Bei diesem ( beispielsweise ) Wohnraum beträgt der
monatliche Mietzinz bei den angeblich ca. 85 qm
Wohnfläche 385 € kalt.
Das ist lt. den derzeit für Ihre Behörde ( noch )
geltenden Rahmenbedingungen so für die Mitarbeiter und
natürlich Innen des 'Jobcenter Landkreis Kusel' nicht
statthaft mir also so benannter 'Kunde' einen Umzug zu
erlauben. Somit können Sie auch die Zahlung der Miete,
Umzugskosten, gegebenenfalls Wohnraumausstattung und
natürlich die Übernahme der Wohnraumbeschaffungskosten
verweigern. Und, dass obwohl ess allgemein und auch den
Sachbearbeitern Ihrer Behörde bekannt ist, die geltenden
Mietobergrenzen keinesfalls den heutigen 'Mietpegel'
entsprechend gehandhabt werden.
Das sind doch - korrigieren Sie mich bitte wenn ich den
juristischen Sachverhalt irrtümlicherweise falsch bewerte
- doch die Fakten ?!
Ich beantrage also eine Kostenübernahme für einen Wohnraum
günstiger als die derzeitige Wohnungssituation.

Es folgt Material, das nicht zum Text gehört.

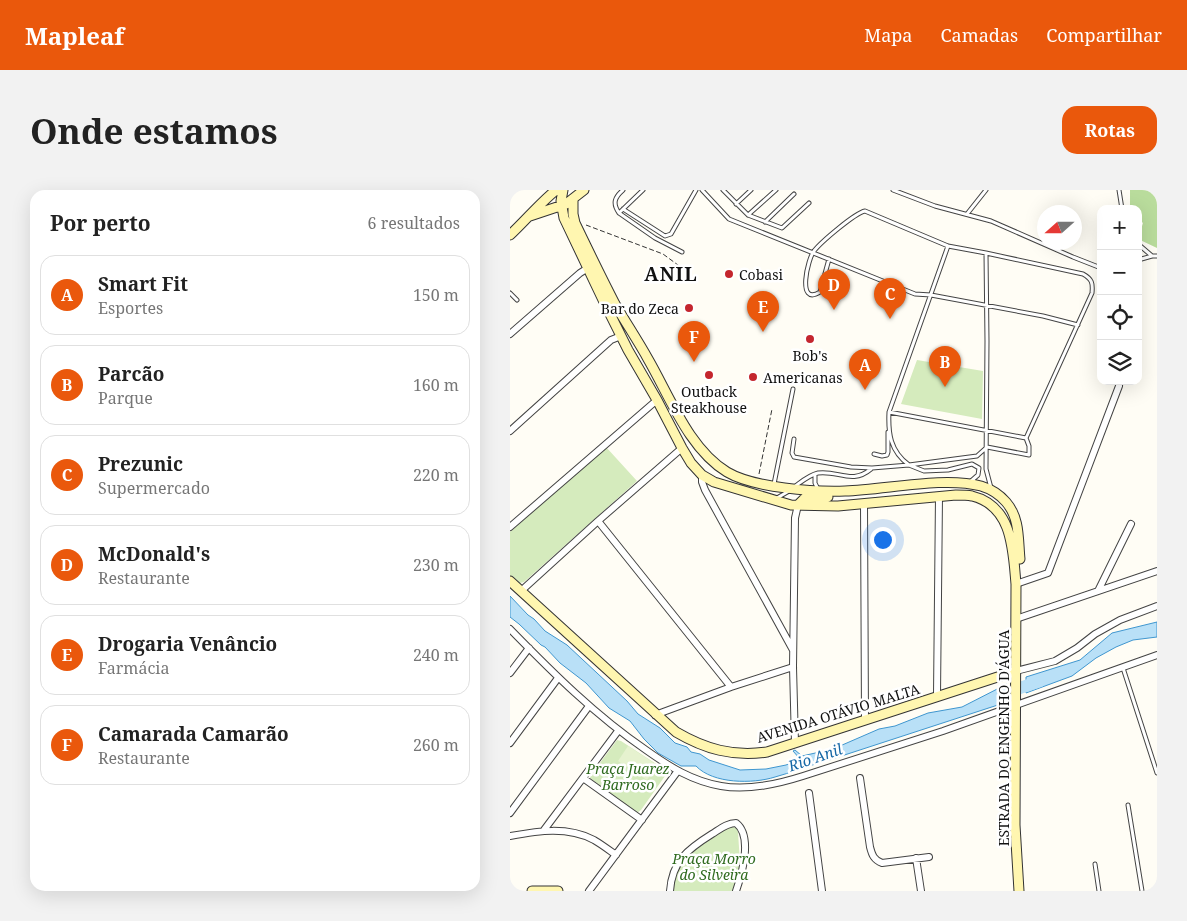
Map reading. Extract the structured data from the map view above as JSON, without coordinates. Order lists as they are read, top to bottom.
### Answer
{
  "streets": {
    "street": ["AVENIDA OTÁVIO MALTA", "ESTRADA DO ENGENHO D'ÁGUA"]
  },
  "crossings": [
    ["AVENIDA OTÁVIO MALTA", "ESTRADA DO ENGENHO D'ÁGUA"]
  ],
  "districts": ["ANIL"],
  "water": ["Rio Anil"],
  "parks": ["Praça Juarez Barroso", "Praça Morro do Silveira"],
  "places": [
    "Cobasi",
    "Bar do Zeca",
    "Bob's",
    "Outback Steakhouse",
    "Americanas"
  ],
  "north": "left",
  "page": {
    "header": "Mapleaf",
    "nav": ["Mapa", "Camadas", "Compartilhar"],
    "buttons": "Rotas",
    "title": "Onde estamos",
    "heading": ["Por perto", "6 resultados"],
    "map_buttons": ["+", "−"],
    "list": [
      {
        "mark": "A",
        "name": "Smart Fit",
        "note": "Esportes",
        "value": "150 m"
      },
      {
        "mark": "B",
        "name": "Parcão",
        "note": "Parque",
        "value": "160 m"
      },
      {
        "mark": "C",
        "name": "Prezunic",
        "note": "Supermercado",
        "value": "220 m"
      },
      {
        "mark": "D",
        "name": "McDonald's",
        "note": "Restaurante",
        "value": "230 m"
      },
      {
        "mark": "E",
        "name": "Drogaria Venâncio",
        "note": "Farmácia",
        "value": "240 m"
      },
      {
        "mark": "F",
        "name": "Camarada Camarão",
        "note": "Restaurante",
        "value": "260 m"
      }
    ],
    "pins": [
      "D",
      "C",
      "E",
      "F",
      "B",
      "A"
    ]
  }
}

Und das auch in ganz Deutschland, da ja nachweisbar hier
im Landkreis Kusel-Altenglan ein entsprechender Wohnraum
nicht verfügbar ist.
Wie Ihnen, werte Frau Fauß, Heute am Telefon mitgeteilt
ermöglicht die verbindliche mietrechtliche Einigung
zwischen dem Vermieter und meiner Person als Mieter eine
Untervermietung an eine weizter Peron und somit
langfristige Nutzung im Rahmen der so geltenenden
statthaften Mietobergrenze von insgeamt 920 € warm. Das
sollte ebenfalls im Interesse des Vermieter, Herr Rüdiger
Klein, und gerade auch des Landkreis nebst 'Jobcenter' und
ebenfalls der Stadt Kusel sein.
Meinen
Sie nicht auch ? + ! ich will nur hier in Ruhe wohnen,
meine Miete zahlen können.
Und irgendwann, sobald ich das Passende gefunden habe,
suche ich mir auch etwas mit Land und landwirtschaftlicher
Nutzfläche.
Ich erwähnte ebenfalls am Telefon, dass ich wegen den
bisher schon eingereichten Konzepten - alleine schon um
meinen Lebensunterhalt unabhängig von Sozialleistungen
fristen zu können - und dem hohen Leerstand gewerblich
nutzfähiger Immobilien die Verantwortlichen in den
jeweiligen Verbandsgemeinden anschreiben werde.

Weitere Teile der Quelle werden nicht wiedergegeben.